Complexity of operations on a fixed-size heap

Question

I'm studying for an upcoming exam and I came across a problem where I had to build and maintain a top 10 of highest integers from an incoming, infinite stream of numbers. I thought I could use a min-heap of fixed-size 10, and, when I receive a new number, I could just check if the minimum is lower than the new incoming number, if so, I'd have to update the heap by sequentially extracting the root until I get a higher value, and then inserting the new number, alongside with the previously popped roots (minus the first one, in order to preserve the fixed-size of 10). Now that I have this heap, I can easily get the top 10 by popping and printing every node in the heap.

I coded a method in Java that would accomplish what I'm saying, with a PriorityQueue.
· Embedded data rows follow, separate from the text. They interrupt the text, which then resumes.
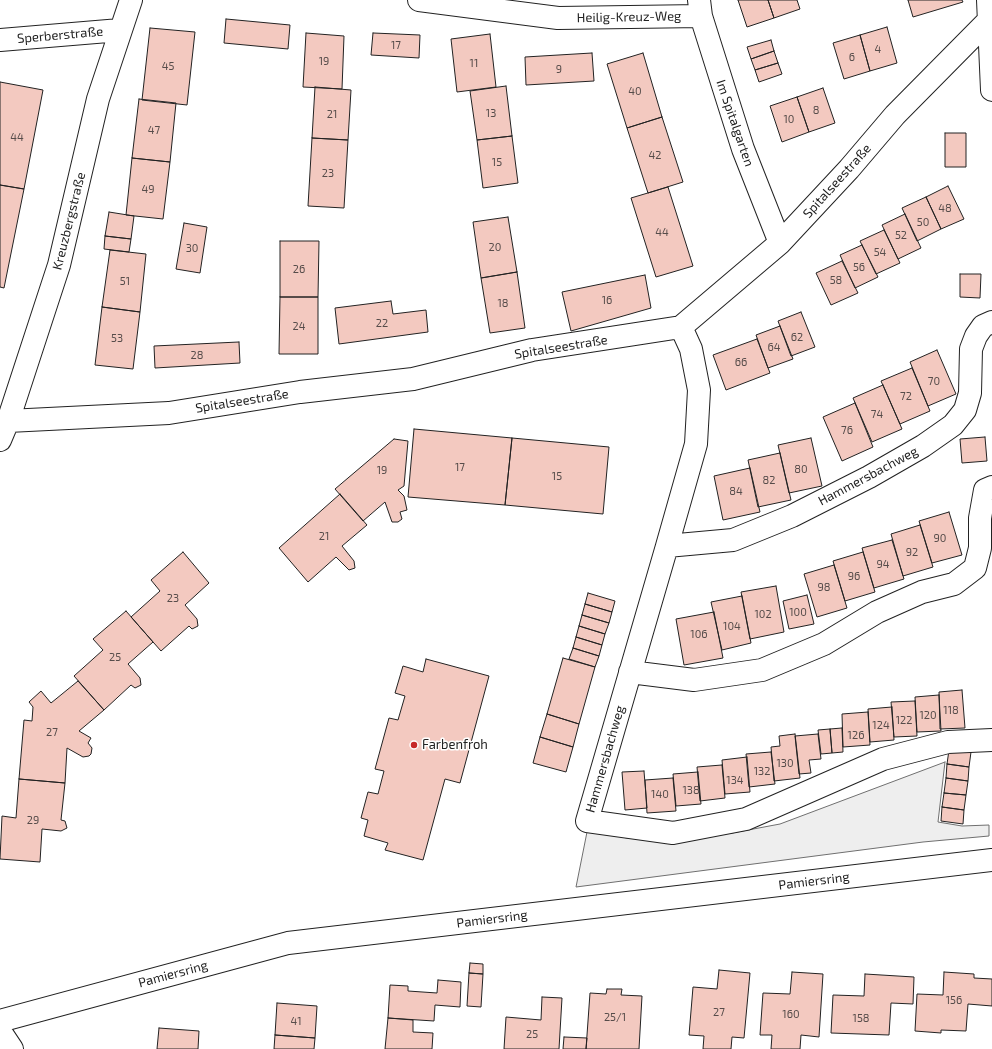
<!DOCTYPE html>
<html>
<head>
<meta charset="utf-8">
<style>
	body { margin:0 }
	canvas { display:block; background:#fff }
</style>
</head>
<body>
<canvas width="992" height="1049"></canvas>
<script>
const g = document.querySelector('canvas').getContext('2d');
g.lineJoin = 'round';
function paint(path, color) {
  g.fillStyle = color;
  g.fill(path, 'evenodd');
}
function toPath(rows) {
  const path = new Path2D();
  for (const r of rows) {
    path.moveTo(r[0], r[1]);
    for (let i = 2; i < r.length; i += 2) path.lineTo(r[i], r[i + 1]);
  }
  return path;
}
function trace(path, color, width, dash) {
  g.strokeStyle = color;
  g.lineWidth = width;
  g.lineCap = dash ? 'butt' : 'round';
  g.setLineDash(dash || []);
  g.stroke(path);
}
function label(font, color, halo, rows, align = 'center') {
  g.font = font + ' "Exo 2",sans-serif';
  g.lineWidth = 3;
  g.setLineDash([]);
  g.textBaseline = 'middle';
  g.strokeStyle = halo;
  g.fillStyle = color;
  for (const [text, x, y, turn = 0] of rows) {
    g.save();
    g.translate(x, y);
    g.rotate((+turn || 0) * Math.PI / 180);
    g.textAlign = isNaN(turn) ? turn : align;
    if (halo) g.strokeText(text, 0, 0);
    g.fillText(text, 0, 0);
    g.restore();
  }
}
const green = toPath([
	[945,762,938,822,962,826,989,825,989,836,923,842,576,887,587,832,605,833,627,838,677,838,732,833,780,824,945,762]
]);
paint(green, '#eee');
trace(green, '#6f6f6f', 1);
const building = toPath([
	[738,0,768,0,774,18,747,27,738,0],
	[768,0,797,0,800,9,774,18,768,0],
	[908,0,962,0,963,2,913,17,908,0],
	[226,19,290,25,288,49,224,43,226,19],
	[887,27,897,63,870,71,860,35,887,27],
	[150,28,195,32,187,105,142,100,150,28],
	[306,33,344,36,342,89,303,87,306,33],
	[373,33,420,35,419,58,371,55,373,33],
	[490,34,496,87,457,92,451,39,490,34],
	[860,35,870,71,844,79,833,43,860,35],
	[771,40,774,51,751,59,747,47,771,40],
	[774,51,778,63,755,70,751,59,774,51],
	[592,53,594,81,526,85,525,57,592,53],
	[643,53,662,117,627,128,607,64,643,53],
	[778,63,782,74,759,82,755,70,778,63],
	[0,82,43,90,24,189,0,185,0,82],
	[506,86,512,136,477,140,470,91,506,86],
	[315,87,351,90,348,140,312,138,315,87],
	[823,88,835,123,809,132,797,97,823,88],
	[797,97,809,132,782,142,770,106,797,97],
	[139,99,176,103,170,162,132,158,139,99],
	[662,117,683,182,648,193,627,128,662,117],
	[945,133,966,133,966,167,945,167,945,133],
	[512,136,518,183,483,188,477,140,512,136],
	[312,138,348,140,344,208,308,206,312,138],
	[132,158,170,162,163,219,126,215,132,158],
	[0,185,24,189,4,288,0,287,0,185],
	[948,186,964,219,941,229,926,197,948,186],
	[668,187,693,266,656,277,631,198,668,187],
	[926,197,941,229,917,241,902,208,926,197],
	[109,212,134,216,131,239,105,236,109,212],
	[905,214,921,248,898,259,882,225,905,214],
	[508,217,517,272,481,278,473,222,508,217],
	[184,223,207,227,200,273,176,269,184,223],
	[884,230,900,263,876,274,860,241,884,230],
	[105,236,131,239,129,252,104,249,105,236],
	[280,241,319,241,318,297,280,297,280,241],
	[862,245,878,277,855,288,840,255,862,245],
	[110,250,146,254,140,312,102,307,110,250],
	[842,261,858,293,831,305,816,273,842,261],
	[517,272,525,328,490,333,481,278,517,272],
	[960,274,981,274,980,298,960,297,960,274],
	[645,275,651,308,571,331,562,292,645,275],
	[280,297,318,297,318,354,279,354,280,297],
	[391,301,393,314,426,310,428,332,339,344,335,308,391,301],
	[102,307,140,312,133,369,95,365,102,307],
	[801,312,815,347,791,356,778,321,801,312],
	[780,326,793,359,768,368,756,335,780,326],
	[757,339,770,373,726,390,713,355,757,339],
	[239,342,240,363,155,368,154,346,239,342],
	[937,350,956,394,928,406,910,362,937,350],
	[912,368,930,411,900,424,881,381,912,368],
	[883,385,902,429,872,442,853,398,883,385],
	[855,403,873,447,842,461,823,417,855,403],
	[414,429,512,438,505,505,408,497,414,429],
	[985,437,987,461,962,463,960,439,985,437],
	[512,438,609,447,603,514,505,505,512,438],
	[811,438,822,486,789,493,778,445,811,438],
	[394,439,408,441,404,486,398,490,404,496,407,510,400,512,402,519,398,522,392,522,385,502,363,521,335,489,394,439],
	[780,453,791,500,758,507,748,460,780,453],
	[750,468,760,512,723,520,714,476,750,468],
	[340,494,367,525,342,546,354,561,355,568,349,570,336,557,308,582,279,548,340,494],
	[949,512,962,555,932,563,919,521,949,512],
	[920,525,933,567,903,576,891,534,920,525],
	[892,540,904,579,874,588,862,548,892,540],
	[183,552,209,583,185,605,197,619,198,626,192,629,189,626,161,651,131,617,160,591,151,580,183,552],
	[863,552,875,592,845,601,833,561,863,552],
	[834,565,847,608,817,617,804,574,834,565],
	[776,586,784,632,750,639,741,592,776,586],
	[588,593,615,601,612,612,585,604,588,593],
	[807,595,814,624,789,629,783,601,807,595],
	[742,596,751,643,722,650,711,602,742,596],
	[585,604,612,612,609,623,582,615,585,604],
	[126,611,153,642,128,664,140,678,141,685,135,688,131,685,104,710,74,676,103,650,93,639,126,611],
	[714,612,723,658,684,665,676,619,714,612],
	[582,615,609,623,605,634,579,626,582,615],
	[579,626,605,634,602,645,576,637,579,626],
	[576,637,602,645,599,656,573,648,576,637],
	[573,648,599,656,595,667,569,659,573,648],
	[563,658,595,667,579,724,547,714,563,658],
	[426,659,489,676,460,783,445,779,423,860,385,850,388,843,364,836,368,820,361,818,368,792,378,794,384,771,375,769,389,718,398,720,405,696,395,693,403,666,423,672,426,659],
	[78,681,104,710,79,731,91,738,88,743,92,748,91,754,89,756,83,757,67,748,65,783,19,779,24,720,32,721,33,707,29,702,41,691,51,703,78,681],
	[962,690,965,728,940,729,939,692,962,690],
	[939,695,941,731,917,732,915,697,939,695],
	[915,701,917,736,894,737,891,702,915,701],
	[892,707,894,740,870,742,868,709,892,707],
	[868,712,870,745,843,747,842,714,868,712],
	[547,714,579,724,573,747,540,737,547,714],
	[842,728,843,752,832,753,830,729,842,728],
	[830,729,832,753,821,754,818,730,830,729],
	[795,734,800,778,774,781,771,747,780,746,779,736,795,734],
	[818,734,821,759,809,760,811,773,799,774,795,736,818,734],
	[540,737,573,747,566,772,533,763,540,737],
	[949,750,971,752,969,767,947,764,949,750],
	[771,752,775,784,749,787,746,754,771,752],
	[747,757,750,792,725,794,722,760,747,757],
	[947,764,969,767,968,781,946,778,947,764],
	[722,765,725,798,700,801,697,767,722,765],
	[644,771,647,808,625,810,622,772,644,771],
	[698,772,701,804,676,806,673,774,698,772],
	[673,778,676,811,647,813,645,780,673,778],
	[946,778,968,781,966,795,944,793,946,778],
	[19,779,65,783,61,820,65,821,67,828,61,831,42,829,40,862,0,859,2,816,16,818,19,779],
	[944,793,966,795,964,810,942,807,944,793],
	[942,807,964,810,963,824,941,821,942,807],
	[470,963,483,964,483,974,469,973,470,963],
	[719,970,750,973,744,1038,732,1037,731,1049,703,1049,704,1036,689,1035,693,987,717,989,719,970],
	[792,972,823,974,819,1037,801,1035,800,1049,771,1049,772,1035,760,1035,763,993,790,994,792,972],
	[944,972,974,974,974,978,992,979,992,1006,968,1004,966,1031,941,1030,941,1033,915,1031,917,994,943,995,944,972],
	[469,973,483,974,481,1007,467,1006,469,973],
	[865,974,914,977,913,1004,891,1003,889,1035,831,1033,833,995,864,996,865,974],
	[438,980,461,982,460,1007,435,1005,434,1021,388,1018,390,985,408,986,408,991,437,993,438,980],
	[607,989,622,989,621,995,642,996,639,1049,586,1049,590,993,606,994,607,989],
	[542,997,562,998,559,1049,504,1049,506,1017,541,1020,542,997],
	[277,1003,317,1006,315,1038,275,1035,277,1003],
	[388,1018,413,1020,413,1032,433,1033,432,1049,385,1049,388,1018],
	[159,1028,199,1031,198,1049,157,1049,159,1028],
	[275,1035,315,1038,314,1049,274,1049,275,1035],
	[564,1037,587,1038,586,1049,563,1049,564,1037]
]);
paint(building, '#f3c9c0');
trace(building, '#222', 1);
const street = toPath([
	[419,0,558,18,701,16],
	[699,0,701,16,743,149,780,243],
	[988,0,992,90],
	[0,40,120,30],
	[992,322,983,326,976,336,971,349,970,393,965,410,953,425,923,446,869,477,792,516,733,540,667,546,587,821,673,833,746,819,883,759,948,742,992,740],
	[8,421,169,413,300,392,413,379,532,350,681,327,780,243,849,169,895,115,990,19],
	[0,440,8,421,59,265,98,99,131,0],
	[667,546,696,444,699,390,691,349,681,327],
	[630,672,694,680,762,670,824,644,877,612,922,592,954,584,975,568,980,548,980,518,985,490,992,487],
	[0,1021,288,943,992,860],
	[0,1031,12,1049]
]);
trace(street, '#222', 24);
trace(street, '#fff', 22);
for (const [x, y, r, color] of [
	[414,745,4,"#c62828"]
]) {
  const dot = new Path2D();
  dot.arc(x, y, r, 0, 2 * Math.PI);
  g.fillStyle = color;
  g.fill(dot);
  trace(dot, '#fff', 1.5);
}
label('11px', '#564c4a', null, [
	["17",396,45],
	["4",878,49],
	["6",852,57],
	["19",324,61],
	["11",474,63],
	["45",168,66],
	["9",559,69],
	["40",635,91],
	["8",816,110],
	["13",491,113],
	["21",332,114],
	["10",789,119],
	["47",154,130],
	["44",17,137],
	["42",655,155],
	["15",497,162],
	["23",328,173],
	["49",148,189],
	["48",945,208],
	["50",923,222],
	["44",662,232],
	["52",901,235],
	["20",495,247],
	["30",192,248],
	["54",880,252],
	["56",859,267],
	["26",299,269],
	["58",836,280],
	["51",125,281],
	["16",607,300],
	["18",503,303],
	["22",382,323],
	["24",299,326],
	["62",797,337],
	["53",117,338],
	["64",774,347],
	["28",197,355],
	["66",741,362],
	["70",934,381],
	["72",906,396],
	["74",877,414],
	["76",847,430],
	["17",460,467],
	["80",801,469],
	["19",382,470],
	["15",557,476],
	["82",769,480],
	["84",736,491],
	["21",324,536],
	["90",940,538],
	["92",912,552],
	["94",883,564],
	["96",854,576],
	["98",824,587],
	["23",173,598],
	["100",798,612],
	["102",763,614],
	["104",732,626],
	["106",699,634],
	["25",115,657],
	["118",951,710],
	["120",928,715],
	["122",904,720],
	["124",881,725],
	["27",52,732],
	["126",856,735],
	["130",785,763],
	["132",762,771],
	["134",735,780],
	["138",691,790],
	["140",660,794],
	["29",33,820],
	["156",954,1000],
	["27",719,1012],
	["160",791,1014],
	["25/1",615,1017],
	["158",861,1018],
	["41",296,1021],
	["25",532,1034]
]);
label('13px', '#222', '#fff', [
	["Heilig-Kreuz-Weg",629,17,-1],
	["Sperberstraße",60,35,-5],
	["Im Spitalgarten",735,123,71],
	["Spitalseestraße",837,181,-48],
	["Kreuzbergstraße",69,221,-76],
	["Spitalseestraße",561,347,-9],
	["Spitalseestraße",242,401,-9],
	["Hammersbachweg",868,476,-28],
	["Hammersbachweg",605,759,-74],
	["Pamiersring",814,881,-7],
	["Pamiersring",492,919,-7],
	["Pamiersring",173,974,-15]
]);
label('13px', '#222', '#fff', [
	["Farbenfroh",422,745]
], 'left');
</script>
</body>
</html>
public void addNumber(int number){
    if(pq.size() < 10){
        pq.offer(number);
    }
    else if(pq.peek() < number){
        List<Integer> topNumbers = new LinkedList<Integer>();
        while(!pq.isEmpty() && pq.peek() < number){
            topNumbers.add(pq.poll());
        }
        pq.offer(number);
        for(int i = 1; i < topNumbers.size(); i++){
            pq.offer(topNumbers.get(i));
        }
    }
}

public void printTop10(){
    List<Integer> topNumbers = new LinkedList<Integer>();
    while(!pq.isEmpty()){
        topNumbers.add(pq.poll());
    }

    for(int i = 0; i < topNumbers.size(); i++){
        Node thisOne = topNumbers.get(topNumbers.size() - 1 - i);
        System.out.println(thisOne);
        pq.offer(thisOne);
    }
}

According to my tests, this code does the job and works as expected. Now, here comes my question. What would the complexity be for these two operations? We have a PriorityQueue, so insert and extract-min operations are logarithmic. But in this case, the size of the heap, "n", is, at most, 10. Does this mean that the complexity then is O(log 10), which is basically constant O(1) time?

Answer 1

Yes; the logarithm of a constant is constant, too.

Often, such algorithms are analyzed by describing their runtime as a function of several variables. For instance, we might say that your algorithm extracts the top k out of n numbers in O(n log k) time and O(k) space.

However, if the value of k is known, we might as well use that fact to simplify our analysis.